[Opening THE INPUT section]
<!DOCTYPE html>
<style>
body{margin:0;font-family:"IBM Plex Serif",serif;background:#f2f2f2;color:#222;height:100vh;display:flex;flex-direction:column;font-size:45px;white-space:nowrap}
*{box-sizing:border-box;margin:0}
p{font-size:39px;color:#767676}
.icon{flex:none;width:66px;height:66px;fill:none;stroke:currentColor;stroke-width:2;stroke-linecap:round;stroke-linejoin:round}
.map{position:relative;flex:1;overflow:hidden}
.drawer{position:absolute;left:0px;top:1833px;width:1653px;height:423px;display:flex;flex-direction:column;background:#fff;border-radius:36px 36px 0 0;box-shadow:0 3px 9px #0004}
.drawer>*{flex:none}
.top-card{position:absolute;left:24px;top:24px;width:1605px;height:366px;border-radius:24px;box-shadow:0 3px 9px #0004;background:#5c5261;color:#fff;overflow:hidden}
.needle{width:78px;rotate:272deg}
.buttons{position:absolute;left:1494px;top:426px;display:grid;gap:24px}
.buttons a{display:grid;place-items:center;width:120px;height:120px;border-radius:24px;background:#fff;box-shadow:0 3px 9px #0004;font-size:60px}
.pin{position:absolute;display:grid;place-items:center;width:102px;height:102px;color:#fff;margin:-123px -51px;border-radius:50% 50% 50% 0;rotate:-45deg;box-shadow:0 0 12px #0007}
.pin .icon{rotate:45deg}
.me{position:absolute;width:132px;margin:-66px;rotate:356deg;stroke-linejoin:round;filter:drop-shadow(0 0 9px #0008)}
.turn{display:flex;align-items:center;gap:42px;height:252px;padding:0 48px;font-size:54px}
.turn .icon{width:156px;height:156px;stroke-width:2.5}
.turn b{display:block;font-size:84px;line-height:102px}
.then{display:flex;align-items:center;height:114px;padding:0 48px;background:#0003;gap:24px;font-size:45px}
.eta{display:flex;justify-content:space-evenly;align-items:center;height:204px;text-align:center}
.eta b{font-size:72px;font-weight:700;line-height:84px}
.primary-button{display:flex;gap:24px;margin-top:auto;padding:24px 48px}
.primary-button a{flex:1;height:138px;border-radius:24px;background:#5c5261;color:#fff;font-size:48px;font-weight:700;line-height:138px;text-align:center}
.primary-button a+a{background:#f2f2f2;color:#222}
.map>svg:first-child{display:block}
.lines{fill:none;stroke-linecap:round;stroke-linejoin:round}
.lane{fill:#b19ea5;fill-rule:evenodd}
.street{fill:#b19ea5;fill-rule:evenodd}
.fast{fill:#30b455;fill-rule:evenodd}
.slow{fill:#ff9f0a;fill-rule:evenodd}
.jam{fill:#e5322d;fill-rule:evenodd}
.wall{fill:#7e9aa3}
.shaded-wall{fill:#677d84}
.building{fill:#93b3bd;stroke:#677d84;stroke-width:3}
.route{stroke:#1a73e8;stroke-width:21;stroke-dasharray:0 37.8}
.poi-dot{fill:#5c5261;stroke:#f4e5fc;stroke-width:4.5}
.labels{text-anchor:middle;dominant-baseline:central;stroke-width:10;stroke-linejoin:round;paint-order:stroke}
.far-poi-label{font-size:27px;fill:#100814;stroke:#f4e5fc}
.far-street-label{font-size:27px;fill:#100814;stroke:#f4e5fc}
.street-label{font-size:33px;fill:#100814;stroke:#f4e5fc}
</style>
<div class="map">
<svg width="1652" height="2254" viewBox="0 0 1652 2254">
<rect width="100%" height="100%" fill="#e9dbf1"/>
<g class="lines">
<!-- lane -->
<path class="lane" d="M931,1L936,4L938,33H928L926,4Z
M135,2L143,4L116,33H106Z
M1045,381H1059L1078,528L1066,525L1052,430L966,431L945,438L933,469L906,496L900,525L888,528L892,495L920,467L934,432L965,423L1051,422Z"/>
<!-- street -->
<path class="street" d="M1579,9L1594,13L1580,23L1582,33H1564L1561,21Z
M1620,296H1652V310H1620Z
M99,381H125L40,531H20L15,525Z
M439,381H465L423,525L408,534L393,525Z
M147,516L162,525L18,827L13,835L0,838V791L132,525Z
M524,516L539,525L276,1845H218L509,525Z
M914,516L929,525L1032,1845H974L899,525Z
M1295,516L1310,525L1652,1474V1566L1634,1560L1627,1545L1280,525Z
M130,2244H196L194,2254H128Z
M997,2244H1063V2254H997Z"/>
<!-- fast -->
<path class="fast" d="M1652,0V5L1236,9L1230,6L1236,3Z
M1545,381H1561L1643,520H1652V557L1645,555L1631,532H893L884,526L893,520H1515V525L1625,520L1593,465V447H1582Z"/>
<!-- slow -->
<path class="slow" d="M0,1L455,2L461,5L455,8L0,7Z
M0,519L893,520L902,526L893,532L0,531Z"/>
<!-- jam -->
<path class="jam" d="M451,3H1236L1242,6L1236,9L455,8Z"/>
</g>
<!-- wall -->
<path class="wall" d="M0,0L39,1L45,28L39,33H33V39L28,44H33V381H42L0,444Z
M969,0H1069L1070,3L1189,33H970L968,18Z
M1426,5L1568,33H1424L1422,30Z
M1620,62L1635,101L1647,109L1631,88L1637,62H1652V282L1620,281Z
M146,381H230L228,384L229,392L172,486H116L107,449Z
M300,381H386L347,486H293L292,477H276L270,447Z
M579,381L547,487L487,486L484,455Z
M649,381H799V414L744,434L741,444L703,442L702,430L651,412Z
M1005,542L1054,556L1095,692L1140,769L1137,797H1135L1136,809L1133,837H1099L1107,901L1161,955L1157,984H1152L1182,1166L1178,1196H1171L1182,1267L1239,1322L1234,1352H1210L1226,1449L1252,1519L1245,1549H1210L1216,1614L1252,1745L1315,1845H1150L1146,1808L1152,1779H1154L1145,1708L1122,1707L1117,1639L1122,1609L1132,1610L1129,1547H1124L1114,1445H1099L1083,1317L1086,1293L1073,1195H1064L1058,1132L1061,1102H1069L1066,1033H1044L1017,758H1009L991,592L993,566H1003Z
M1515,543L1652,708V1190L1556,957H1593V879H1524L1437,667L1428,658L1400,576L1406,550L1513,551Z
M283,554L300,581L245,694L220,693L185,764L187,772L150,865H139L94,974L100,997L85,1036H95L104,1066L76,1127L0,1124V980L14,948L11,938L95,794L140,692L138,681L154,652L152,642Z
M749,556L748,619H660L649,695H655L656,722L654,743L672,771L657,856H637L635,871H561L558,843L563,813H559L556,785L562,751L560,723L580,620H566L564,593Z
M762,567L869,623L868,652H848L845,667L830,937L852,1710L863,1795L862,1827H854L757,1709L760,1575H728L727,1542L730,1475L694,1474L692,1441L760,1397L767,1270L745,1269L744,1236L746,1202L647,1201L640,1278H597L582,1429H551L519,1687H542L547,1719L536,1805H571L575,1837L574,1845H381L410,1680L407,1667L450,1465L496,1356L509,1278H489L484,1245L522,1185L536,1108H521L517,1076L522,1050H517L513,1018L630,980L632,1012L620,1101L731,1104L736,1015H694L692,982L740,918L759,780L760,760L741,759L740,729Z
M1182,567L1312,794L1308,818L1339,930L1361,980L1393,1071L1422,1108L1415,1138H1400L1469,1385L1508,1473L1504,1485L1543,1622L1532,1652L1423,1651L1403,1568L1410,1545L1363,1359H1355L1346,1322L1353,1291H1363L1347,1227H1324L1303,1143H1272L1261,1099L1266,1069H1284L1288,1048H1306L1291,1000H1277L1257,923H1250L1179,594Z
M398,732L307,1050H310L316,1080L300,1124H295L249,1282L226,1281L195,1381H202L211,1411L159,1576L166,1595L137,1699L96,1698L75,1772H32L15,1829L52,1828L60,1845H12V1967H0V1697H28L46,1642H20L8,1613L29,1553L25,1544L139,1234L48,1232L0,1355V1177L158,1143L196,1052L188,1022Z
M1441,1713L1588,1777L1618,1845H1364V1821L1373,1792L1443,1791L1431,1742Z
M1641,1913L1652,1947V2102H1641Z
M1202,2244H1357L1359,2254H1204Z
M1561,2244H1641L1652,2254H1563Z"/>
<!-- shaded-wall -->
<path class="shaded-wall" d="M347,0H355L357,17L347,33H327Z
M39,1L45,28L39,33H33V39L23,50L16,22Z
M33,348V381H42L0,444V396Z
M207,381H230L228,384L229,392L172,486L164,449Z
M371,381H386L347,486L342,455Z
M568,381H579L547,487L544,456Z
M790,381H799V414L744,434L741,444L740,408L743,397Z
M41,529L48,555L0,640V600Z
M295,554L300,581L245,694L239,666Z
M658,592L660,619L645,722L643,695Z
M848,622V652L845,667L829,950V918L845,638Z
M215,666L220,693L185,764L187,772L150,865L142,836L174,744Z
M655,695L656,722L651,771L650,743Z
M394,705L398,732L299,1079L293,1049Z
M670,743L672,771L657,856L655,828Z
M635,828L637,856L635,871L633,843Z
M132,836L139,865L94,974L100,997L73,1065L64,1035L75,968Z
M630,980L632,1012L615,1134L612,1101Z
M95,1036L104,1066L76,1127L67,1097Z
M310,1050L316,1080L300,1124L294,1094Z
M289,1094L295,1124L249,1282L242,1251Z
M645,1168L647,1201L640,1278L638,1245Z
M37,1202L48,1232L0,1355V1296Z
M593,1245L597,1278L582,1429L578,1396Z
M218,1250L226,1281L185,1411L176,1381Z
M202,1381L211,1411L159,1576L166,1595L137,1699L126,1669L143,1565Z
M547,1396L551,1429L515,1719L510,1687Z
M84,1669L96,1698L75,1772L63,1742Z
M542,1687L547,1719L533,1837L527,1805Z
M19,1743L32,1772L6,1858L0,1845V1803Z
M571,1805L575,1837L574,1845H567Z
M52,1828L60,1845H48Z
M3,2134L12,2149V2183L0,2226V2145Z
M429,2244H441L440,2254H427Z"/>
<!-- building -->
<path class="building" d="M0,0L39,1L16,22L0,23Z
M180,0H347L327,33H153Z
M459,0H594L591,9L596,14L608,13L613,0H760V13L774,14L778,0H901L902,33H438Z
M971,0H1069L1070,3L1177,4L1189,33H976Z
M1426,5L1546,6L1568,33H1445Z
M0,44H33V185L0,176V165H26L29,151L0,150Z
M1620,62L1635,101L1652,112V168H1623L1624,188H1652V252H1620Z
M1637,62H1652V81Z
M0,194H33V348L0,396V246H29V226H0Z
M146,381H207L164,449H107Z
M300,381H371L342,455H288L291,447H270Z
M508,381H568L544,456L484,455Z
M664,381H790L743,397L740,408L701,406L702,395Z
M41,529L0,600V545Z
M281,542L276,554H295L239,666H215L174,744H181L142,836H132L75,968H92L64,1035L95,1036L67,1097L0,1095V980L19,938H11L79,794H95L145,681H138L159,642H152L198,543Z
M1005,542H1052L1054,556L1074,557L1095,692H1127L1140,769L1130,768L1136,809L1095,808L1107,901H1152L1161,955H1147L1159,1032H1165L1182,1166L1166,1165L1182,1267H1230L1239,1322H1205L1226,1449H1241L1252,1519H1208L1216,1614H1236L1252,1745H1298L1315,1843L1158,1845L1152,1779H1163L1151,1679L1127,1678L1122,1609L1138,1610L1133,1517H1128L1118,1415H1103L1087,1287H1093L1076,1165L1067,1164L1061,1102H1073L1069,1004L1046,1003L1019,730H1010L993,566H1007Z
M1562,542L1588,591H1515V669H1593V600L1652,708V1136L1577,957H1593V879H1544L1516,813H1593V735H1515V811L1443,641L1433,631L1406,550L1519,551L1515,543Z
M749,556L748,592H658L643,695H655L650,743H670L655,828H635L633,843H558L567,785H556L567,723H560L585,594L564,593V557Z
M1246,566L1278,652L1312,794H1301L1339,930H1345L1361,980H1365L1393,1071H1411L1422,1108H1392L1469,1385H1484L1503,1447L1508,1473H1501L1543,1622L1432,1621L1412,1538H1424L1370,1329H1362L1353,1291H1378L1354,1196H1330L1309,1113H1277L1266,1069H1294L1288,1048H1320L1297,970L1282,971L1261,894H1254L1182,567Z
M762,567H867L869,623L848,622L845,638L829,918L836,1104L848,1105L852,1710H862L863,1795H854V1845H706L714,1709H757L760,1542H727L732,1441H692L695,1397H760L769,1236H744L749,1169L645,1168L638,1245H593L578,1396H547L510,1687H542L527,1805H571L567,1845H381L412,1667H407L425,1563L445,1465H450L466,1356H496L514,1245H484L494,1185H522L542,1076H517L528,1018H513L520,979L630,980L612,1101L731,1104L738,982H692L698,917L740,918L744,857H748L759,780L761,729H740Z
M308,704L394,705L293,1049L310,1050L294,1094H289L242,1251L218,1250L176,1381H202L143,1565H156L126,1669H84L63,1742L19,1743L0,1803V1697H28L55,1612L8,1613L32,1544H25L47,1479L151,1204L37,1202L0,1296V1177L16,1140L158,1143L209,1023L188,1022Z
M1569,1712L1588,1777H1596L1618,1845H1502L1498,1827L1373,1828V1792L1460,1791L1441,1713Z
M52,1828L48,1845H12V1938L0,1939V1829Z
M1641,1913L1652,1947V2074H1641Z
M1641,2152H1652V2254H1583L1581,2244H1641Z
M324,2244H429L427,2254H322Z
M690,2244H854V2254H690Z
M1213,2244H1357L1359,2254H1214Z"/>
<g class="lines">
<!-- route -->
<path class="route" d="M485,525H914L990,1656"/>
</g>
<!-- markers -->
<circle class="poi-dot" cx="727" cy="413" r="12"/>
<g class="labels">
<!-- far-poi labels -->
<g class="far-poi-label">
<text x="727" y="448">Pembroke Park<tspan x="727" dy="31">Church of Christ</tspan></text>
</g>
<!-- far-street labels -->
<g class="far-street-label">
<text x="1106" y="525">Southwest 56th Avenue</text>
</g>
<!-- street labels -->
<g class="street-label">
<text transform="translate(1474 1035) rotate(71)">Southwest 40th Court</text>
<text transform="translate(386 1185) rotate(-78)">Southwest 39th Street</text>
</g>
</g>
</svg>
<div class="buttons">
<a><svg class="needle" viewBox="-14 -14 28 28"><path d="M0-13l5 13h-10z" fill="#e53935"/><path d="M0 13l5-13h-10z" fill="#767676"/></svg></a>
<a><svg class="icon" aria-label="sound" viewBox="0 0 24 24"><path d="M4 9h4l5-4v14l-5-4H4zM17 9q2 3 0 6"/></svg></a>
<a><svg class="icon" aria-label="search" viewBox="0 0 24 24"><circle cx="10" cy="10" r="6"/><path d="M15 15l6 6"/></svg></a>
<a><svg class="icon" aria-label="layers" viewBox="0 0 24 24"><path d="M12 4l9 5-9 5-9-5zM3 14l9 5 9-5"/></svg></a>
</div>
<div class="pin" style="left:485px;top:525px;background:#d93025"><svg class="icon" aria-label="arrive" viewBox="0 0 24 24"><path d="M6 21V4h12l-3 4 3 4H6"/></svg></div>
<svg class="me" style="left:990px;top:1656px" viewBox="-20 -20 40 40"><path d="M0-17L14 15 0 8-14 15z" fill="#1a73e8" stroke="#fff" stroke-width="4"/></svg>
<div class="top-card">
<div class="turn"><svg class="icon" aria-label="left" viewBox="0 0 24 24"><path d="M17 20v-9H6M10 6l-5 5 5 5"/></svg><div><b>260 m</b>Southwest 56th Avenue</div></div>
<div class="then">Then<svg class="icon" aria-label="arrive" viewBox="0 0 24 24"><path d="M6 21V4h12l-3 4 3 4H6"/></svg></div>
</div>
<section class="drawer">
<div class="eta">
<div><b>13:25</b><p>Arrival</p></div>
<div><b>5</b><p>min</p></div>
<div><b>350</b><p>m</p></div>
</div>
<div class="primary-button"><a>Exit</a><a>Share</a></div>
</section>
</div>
[Closing THE INPUT section]
WHAT THE TASK REQUIRES:
Locate all lines in the listing above with the word "items". Copy them.

THE COMPLETED TASK:
.buttons a{display:grid;place-items:center;width:120px;height:120px;border-radius:24px;background:#fff;box-shadow:0 3px 9px #0004;font-size:60px}
.pin{position:absolute;display:grid;place-items:center;width:102px;height:102px;color:#fff;margin:-123px -51px;border-radius:50% 50% 50% 0;rotate:-45deg;box-shadow:0 0 12px #0007}
.turn{display:flex;align-items:center;gap:42px;height:252px;padding:0 48px;font-size:54px}
.then{display:flex;align-items:center;height:114px;padding:0 48px;background:#0003;gap:24px;font-size:45px}
.eta{display:flex;justify-content:space-evenly;align-items:center;height:204px;text-align:center}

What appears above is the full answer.